_WHAT YOU ARE ASKED TO DO_
Transcribe the records word for word. Leave every picture out.

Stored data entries
▬▬▬
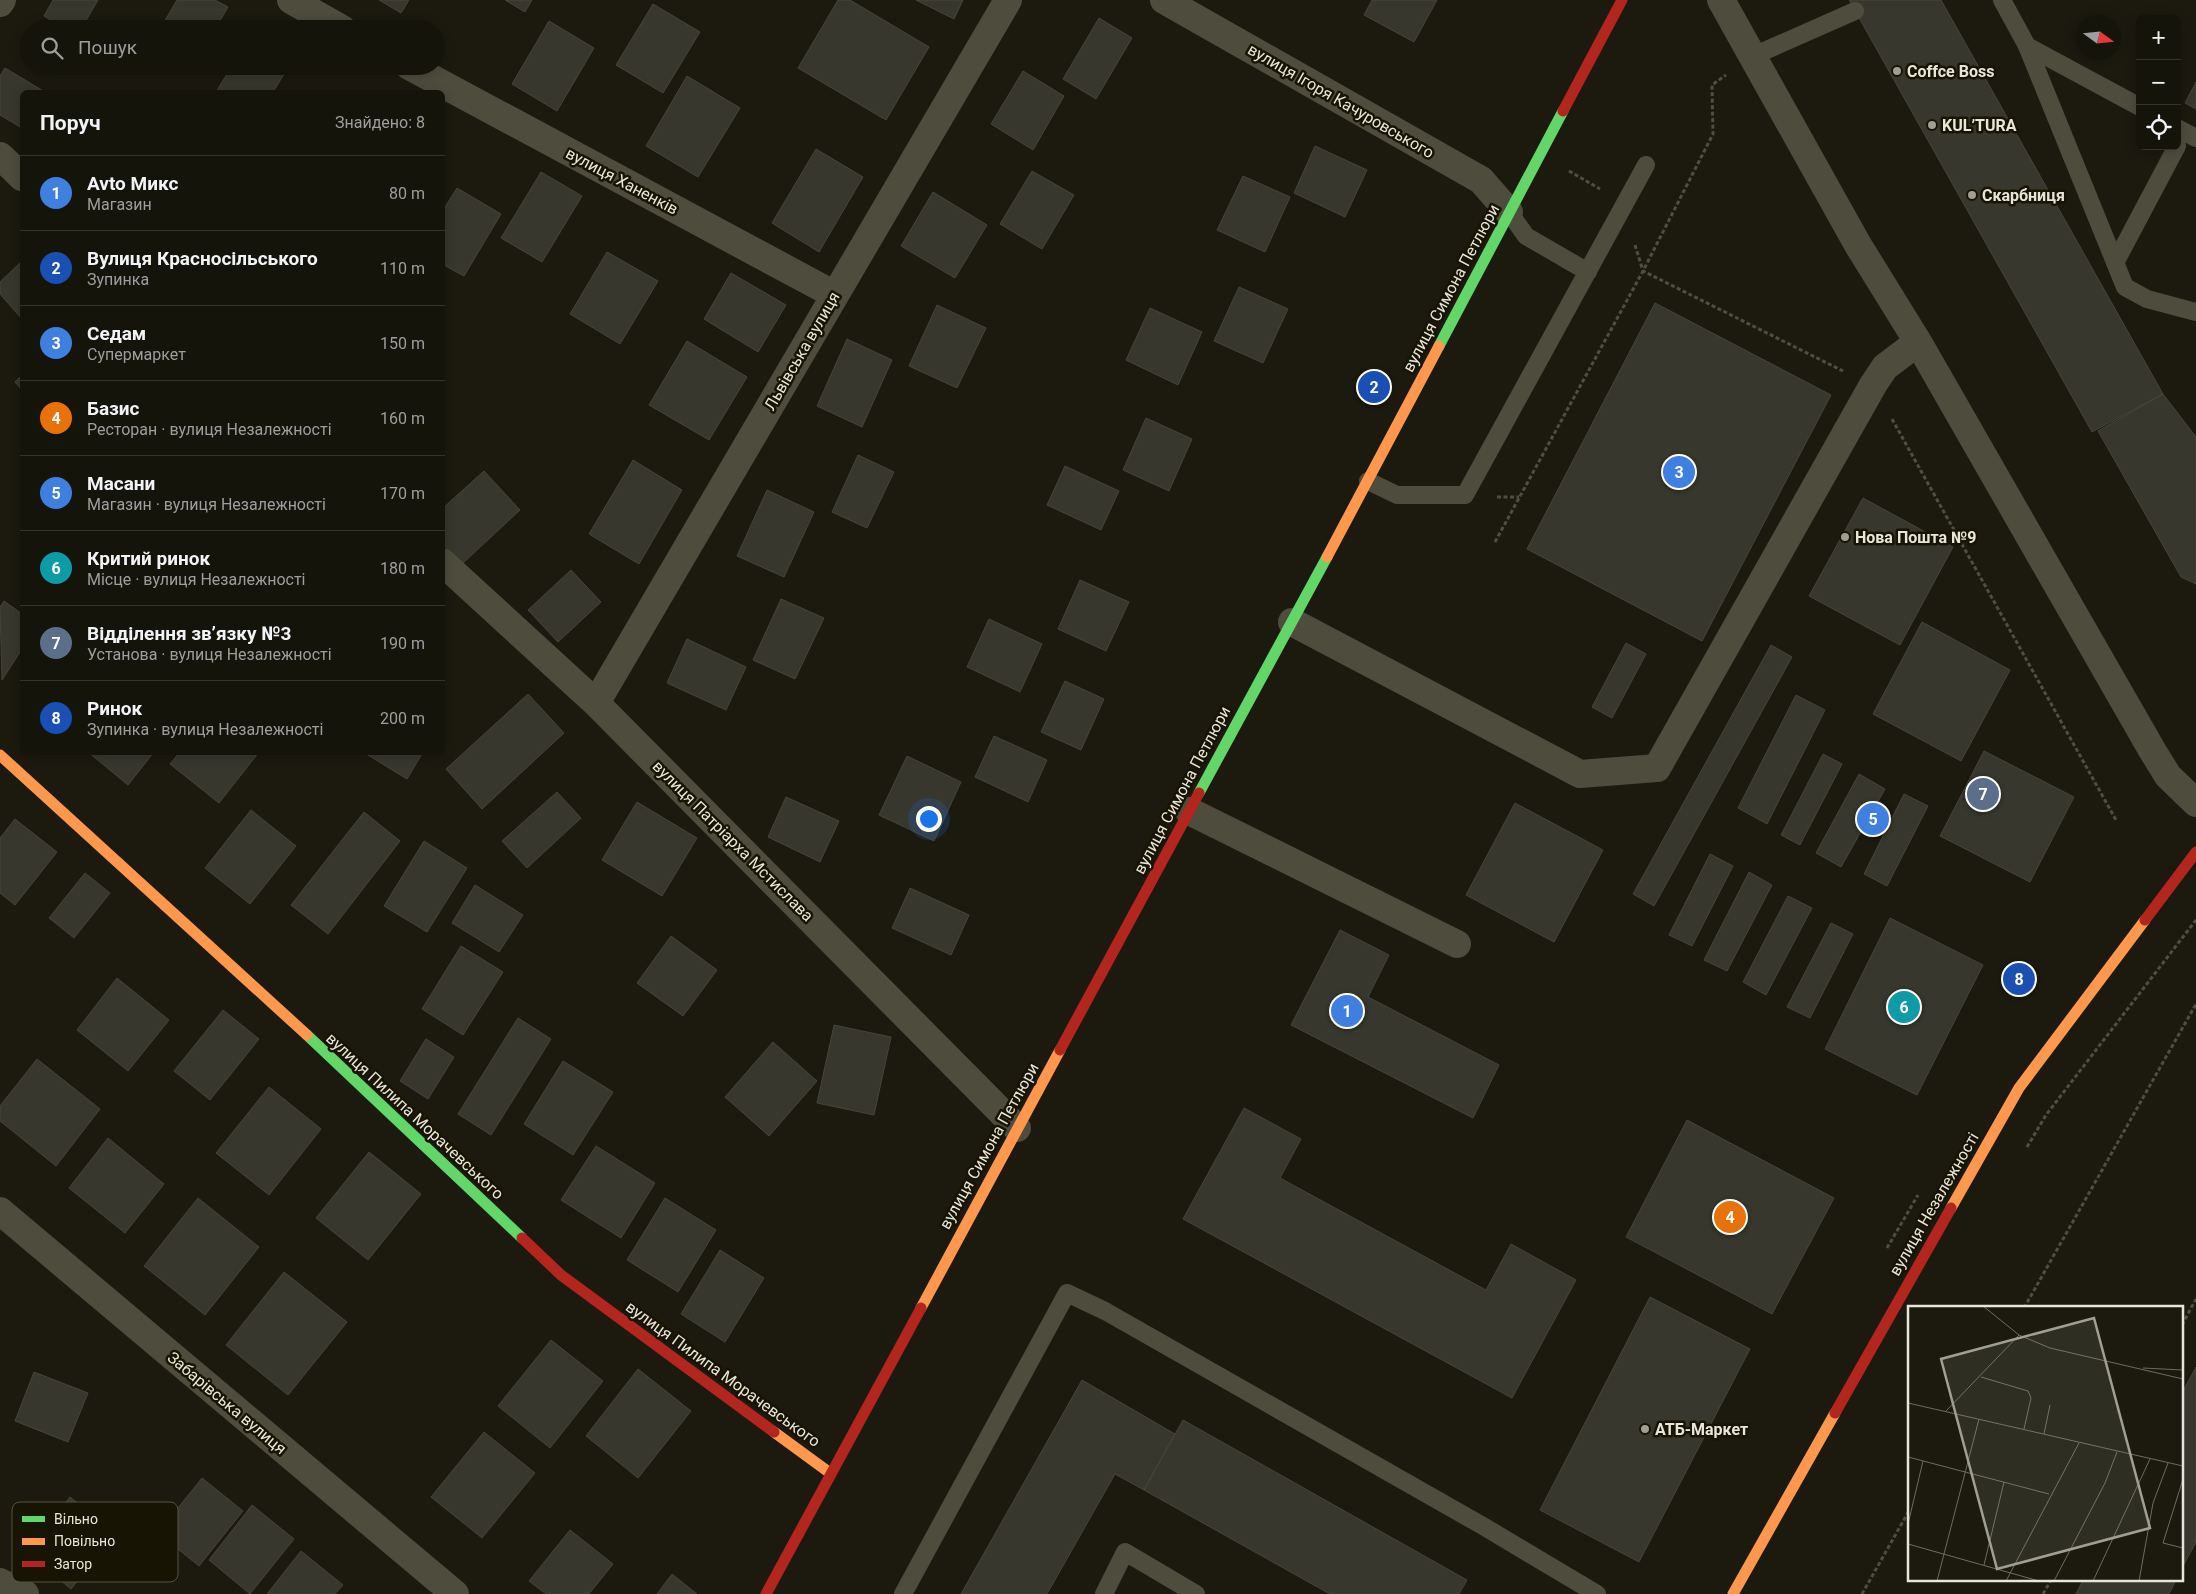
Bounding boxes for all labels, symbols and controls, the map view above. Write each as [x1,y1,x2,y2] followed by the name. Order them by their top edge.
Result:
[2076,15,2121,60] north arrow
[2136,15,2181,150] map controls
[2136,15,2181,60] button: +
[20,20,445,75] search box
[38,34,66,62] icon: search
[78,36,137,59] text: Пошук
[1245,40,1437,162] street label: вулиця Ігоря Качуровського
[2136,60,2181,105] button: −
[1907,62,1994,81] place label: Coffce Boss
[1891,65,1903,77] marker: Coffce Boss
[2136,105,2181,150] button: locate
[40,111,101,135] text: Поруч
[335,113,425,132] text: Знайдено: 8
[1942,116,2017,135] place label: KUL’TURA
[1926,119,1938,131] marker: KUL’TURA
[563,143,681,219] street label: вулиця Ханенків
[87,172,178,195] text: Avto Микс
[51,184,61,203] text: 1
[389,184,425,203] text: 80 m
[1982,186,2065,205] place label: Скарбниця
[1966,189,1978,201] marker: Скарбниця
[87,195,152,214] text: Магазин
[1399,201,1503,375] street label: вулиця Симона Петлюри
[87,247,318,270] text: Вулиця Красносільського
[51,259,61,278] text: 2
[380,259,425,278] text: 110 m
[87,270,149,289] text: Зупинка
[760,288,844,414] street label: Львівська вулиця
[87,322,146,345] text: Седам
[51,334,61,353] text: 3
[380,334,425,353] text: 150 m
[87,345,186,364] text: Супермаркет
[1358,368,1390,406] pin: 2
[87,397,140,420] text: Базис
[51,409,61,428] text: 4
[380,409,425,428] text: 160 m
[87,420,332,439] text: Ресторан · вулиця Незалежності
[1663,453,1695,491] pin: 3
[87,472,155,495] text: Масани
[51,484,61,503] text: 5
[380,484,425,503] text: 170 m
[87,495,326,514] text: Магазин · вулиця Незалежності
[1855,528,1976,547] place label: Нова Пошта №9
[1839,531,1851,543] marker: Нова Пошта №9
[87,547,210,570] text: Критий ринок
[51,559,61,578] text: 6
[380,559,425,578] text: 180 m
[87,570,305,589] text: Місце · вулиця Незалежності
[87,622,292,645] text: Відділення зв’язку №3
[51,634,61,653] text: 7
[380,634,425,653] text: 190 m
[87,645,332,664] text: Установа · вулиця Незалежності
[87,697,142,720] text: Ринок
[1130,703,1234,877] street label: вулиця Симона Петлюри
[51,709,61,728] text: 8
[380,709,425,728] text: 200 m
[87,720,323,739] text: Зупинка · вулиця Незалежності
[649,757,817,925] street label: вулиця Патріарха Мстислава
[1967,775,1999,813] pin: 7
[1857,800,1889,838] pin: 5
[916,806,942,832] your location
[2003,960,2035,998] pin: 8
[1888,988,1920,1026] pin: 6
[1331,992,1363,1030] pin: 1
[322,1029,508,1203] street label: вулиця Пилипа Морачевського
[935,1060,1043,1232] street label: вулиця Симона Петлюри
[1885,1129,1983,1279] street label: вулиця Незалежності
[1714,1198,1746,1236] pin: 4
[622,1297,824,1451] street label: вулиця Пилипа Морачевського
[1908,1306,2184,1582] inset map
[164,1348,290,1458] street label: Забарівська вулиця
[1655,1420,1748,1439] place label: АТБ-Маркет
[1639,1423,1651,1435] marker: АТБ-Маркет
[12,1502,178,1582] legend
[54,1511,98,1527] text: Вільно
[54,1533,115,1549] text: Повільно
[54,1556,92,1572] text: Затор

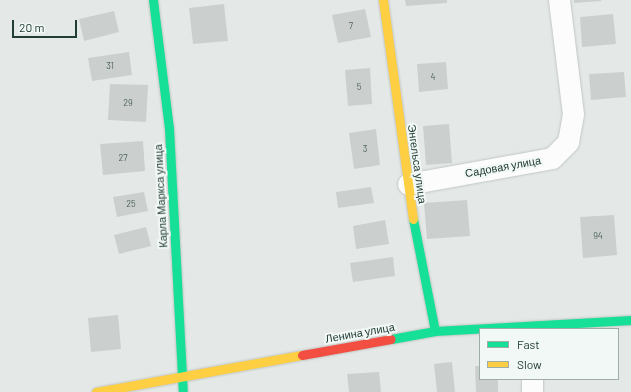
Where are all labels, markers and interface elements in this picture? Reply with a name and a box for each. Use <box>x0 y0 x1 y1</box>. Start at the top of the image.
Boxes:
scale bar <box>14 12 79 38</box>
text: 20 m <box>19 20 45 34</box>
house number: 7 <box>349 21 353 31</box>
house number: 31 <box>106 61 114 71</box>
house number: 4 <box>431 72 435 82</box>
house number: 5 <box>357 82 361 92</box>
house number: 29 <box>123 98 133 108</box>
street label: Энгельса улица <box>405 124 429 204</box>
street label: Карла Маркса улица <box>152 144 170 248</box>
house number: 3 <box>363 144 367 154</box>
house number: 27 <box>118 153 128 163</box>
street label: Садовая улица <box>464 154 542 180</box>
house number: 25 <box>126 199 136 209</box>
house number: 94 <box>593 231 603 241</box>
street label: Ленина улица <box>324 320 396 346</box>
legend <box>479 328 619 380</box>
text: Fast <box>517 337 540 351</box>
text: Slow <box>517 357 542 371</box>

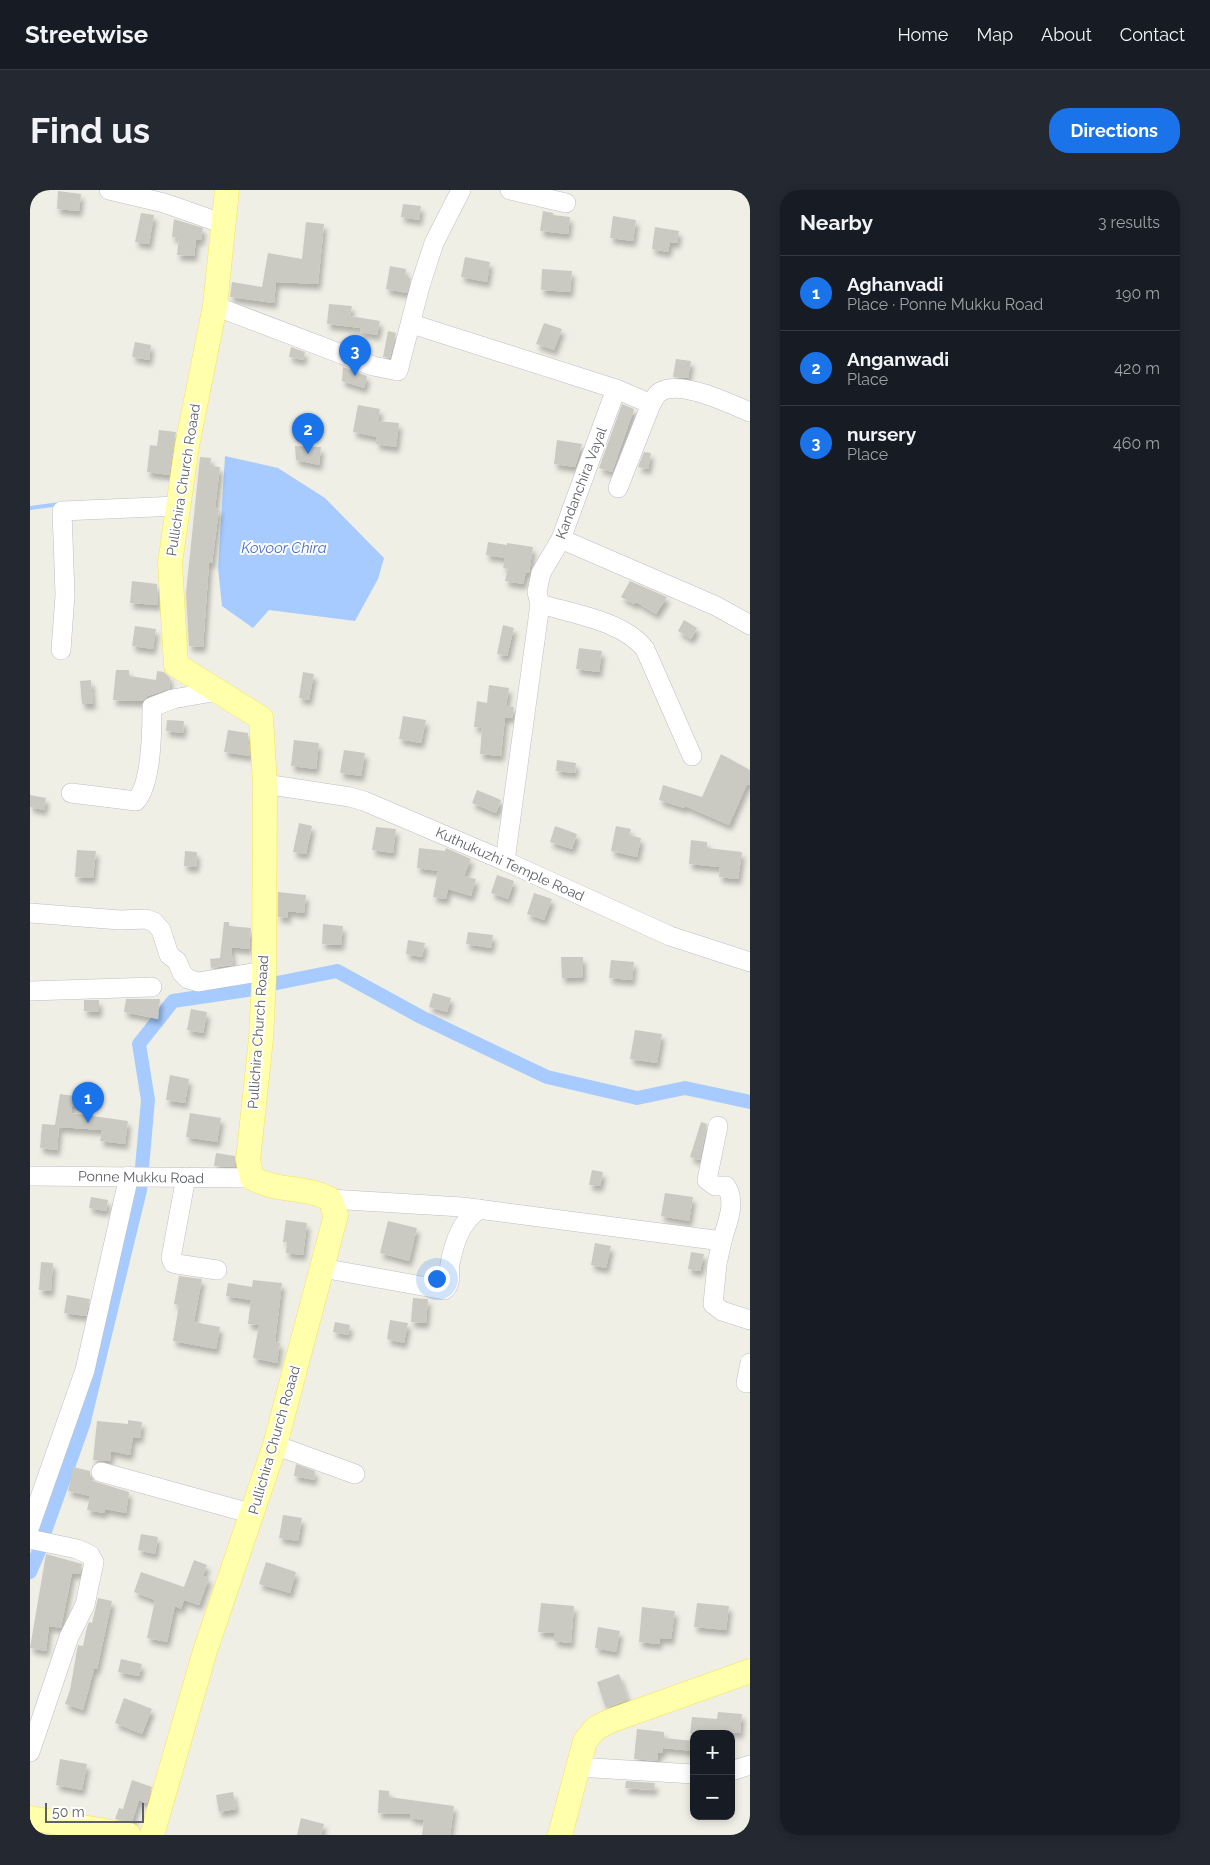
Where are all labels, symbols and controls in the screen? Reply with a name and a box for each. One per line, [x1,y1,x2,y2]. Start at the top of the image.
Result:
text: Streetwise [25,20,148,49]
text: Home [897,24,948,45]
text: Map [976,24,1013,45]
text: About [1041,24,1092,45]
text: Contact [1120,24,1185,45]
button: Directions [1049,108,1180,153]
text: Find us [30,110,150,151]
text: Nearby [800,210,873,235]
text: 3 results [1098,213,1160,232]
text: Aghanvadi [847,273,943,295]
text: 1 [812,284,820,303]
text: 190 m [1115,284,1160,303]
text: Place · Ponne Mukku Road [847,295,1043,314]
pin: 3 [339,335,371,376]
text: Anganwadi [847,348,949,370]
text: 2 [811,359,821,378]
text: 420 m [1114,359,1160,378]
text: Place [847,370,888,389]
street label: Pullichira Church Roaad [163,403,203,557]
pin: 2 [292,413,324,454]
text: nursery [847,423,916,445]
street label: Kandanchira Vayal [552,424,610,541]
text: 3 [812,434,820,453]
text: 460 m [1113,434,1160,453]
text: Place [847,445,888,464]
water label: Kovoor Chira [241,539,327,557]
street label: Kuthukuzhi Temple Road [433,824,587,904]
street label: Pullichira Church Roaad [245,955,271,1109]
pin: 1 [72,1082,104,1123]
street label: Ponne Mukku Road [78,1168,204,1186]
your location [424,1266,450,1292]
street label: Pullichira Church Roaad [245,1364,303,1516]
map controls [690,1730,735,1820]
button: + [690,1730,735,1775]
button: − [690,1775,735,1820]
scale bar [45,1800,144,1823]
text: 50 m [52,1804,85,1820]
▬▬▬
_OUTPUT_
Bounding boxes for all labels, symbols and controls, the map view above. Write each as [x1,y1,x2,y2] followed by the name. Order them by their top edge.
Result:
[2076,15,2121,60] north arrow
[2136,15,2181,150] map controls
[2136,15,2181,60] button: +
[20,20,445,75] search box
[38,34,66,62] icon: search
[78,36,137,59] text: Пошук
[1245,40,1437,162] street label: вулиця Ігоря Качуровського
[2136,60,2181,105] button: −
[1907,62,1994,81] place label: Coffce Boss
[1891,65,1903,77] marker: Coffce Boss
[2136,105,2181,150] button: locate
[40,111,101,135] text: Поруч
[335,113,425,132] text: Знайдено: 8
[1942,116,2017,135] place label: KUL’TURA
[1926,119,1938,131] marker: KUL’TURA
[563,143,681,219] street label: вулиця Ханенків
[87,172,178,195] text: Avto Микс
[51,184,61,203] text: 1
[389,184,425,203] text: 80 m
[1982,186,2065,205] place label: Скарбниця
[1966,189,1978,201] marker: Скарбниця
[87,195,152,214] text: Магазин
[1399,201,1503,375] street label: вулиця Симона Петлюри
[87,247,318,270] text: Вулиця Красносільського
[51,259,61,278] text: 2
[380,259,425,278] text: 110 m
[87,270,149,289] text: Зупинка
[760,288,844,414] street label: Львівська вулиця
[87,322,146,345] text: Седам
[51,334,61,353] text: 3
[380,334,425,353] text: 150 m
[87,345,186,364] text: Супермаркет
[1358,368,1390,406] pin: 2
[87,397,140,420] text: Базис
[51,409,61,428] text: 4
[380,409,425,428] text: 160 m
[87,420,332,439] text: Ресторан · вулиця Незалежності
[1663,453,1695,491] pin: 3
[87,472,155,495] text: Масани
[51,484,61,503] text: 5
[380,484,425,503] text: 170 m
[87,495,326,514] text: Магазин · вулиця Незалежності
[1855,528,1976,547] place label: Нова Пошта №9
[1839,531,1851,543] marker: Нова Пошта №9
[87,547,210,570] text: Критий ринок
[51,559,61,578] text: 6
[380,559,425,578] text: 180 m
[87,570,305,589] text: Місце · вулиця Незалежності
[87,622,292,645] text: Відділення зв’язку №3
[51,634,61,653] text: 7
[380,634,425,653] text: 190 m
[87,645,332,664] text: Установа · вулиця Незалежності
[87,697,142,720] text: Ринок
[1130,703,1234,877] street label: вулиця Симона Петлюри
[51,709,61,728] text: 8
[380,709,425,728] text: 200 m
[87,720,323,739] text: Зупинка · вулиця Незалежності
[649,757,817,925] street label: вулиця Патріарха Мстислава
[1967,775,1999,813] pin: 7
[1857,800,1889,838] pin: 5
[916,806,942,832] your location
[2003,960,2035,998] pin: 8
[1888,988,1920,1026] pin: 6
[1331,992,1363,1030] pin: 1
[322,1029,508,1203] street label: вулиця Пилипа Морачевського
[935,1060,1043,1232] street label: вулиця Симона Петлюри
[1885,1129,1983,1279] street label: вулиця Незалежності
[1714,1198,1746,1236] pin: 4
[622,1297,824,1451] street label: вулиця Пилипа Морачевського
[1908,1306,2184,1582] inset map
[164,1348,290,1458] street label: Забарівська вулиця
[1655,1420,1748,1439] place label: АТБ-Маркет
[1639,1423,1651,1435] marker: АТБ-Маркет
[12,1502,178,1582] legend
[54,1511,98,1527] text: Вільно
[54,1533,115,1549] text: Повільно
[54,1556,92,1572] text: Затор

Where are all labels, markers and interface elements in this picture? Reply with a name and a box for each. Use <box>x0 y0 x1 y1</box>. Start at the top of the image.
Boxes:
scale bar <box>14 12 79 38</box>
text: 20 m <box>19 20 45 34</box>
house number: 7 <box>349 21 353 31</box>
house number: 31 <box>106 61 114 71</box>
house number: 4 <box>431 72 435 82</box>
house number: 5 <box>357 82 361 92</box>
house number: 29 <box>123 98 133 108</box>
street label: Энгельса улица <box>405 124 429 204</box>
street label: Карла Маркса улица <box>152 144 170 248</box>
house number: 3 <box>363 144 367 154</box>
house number: 27 <box>118 153 128 163</box>
street label: Садовая улица <box>464 154 542 180</box>
house number: 25 <box>126 199 136 209</box>
house number: 94 <box>593 231 603 241</box>
street label: Ленина улица <box>324 320 396 346</box>
legend <box>479 328 619 380</box>
text: Fast <box>517 337 540 351</box>
text: Slow <box>517 357 542 371</box>

Where are all labels, symbols and controls in the screen? Reply with a name and a box for each. One per line, [x1,y1,x2,y2]. Start at the top of the image.
Result:
text: Streetwise [25,20,148,49]
text: Home [897,24,948,45]
text: Map [976,24,1013,45]
text: About [1041,24,1092,45]
text: Contact [1120,24,1185,45]
button: Directions [1049,108,1180,153]
text: Find us [30,110,150,151]
text: Nearby [800,210,873,235]
text: 3 results [1098,213,1160,232]
text: Aghanvadi [847,273,943,295]
text: 1 [812,284,820,303]
text: 190 m [1115,284,1160,303]
text: Place · Ponne Mukku Road [847,295,1043,314]
pin: 3 [339,335,371,376]
text: Anganwadi [847,348,949,370]
text: 2 [811,359,821,378]
text: 420 m [1114,359,1160,378]
text: Place [847,370,888,389]
street label: Pullichira Church Roaad [163,403,203,557]
pin: 2 [292,413,324,454]
text: nursery [847,423,916,445]
street label: Kandanchira Vayal [552,424,610,541]
text: 3 [812,434,820,453]
text: 460 m [1113,434,1160,453]
text: Place [847,445,888,464]
water label: Kovoor Chira [241,539,327,557]
street label: Kuthukuzhi Temple Road [433,824,587,904]
street label: Pullichira Church Roaad [245,955,271,1109]
pin: 1 [72,1082,104,1123]
street label: Ponne Mukku Road [78,1168,204,1186]
your location [424,1266,450,1292]
street label: Pullichira Church Roaad [245,1364,303,1516]
map controls [690,1730,735,1820]
button: + [690,1730,735,1775]
button: − [690,1775,735,1820]
scale bar [45,1800,144,1823]
text: 50 m [52,1804,85,1820]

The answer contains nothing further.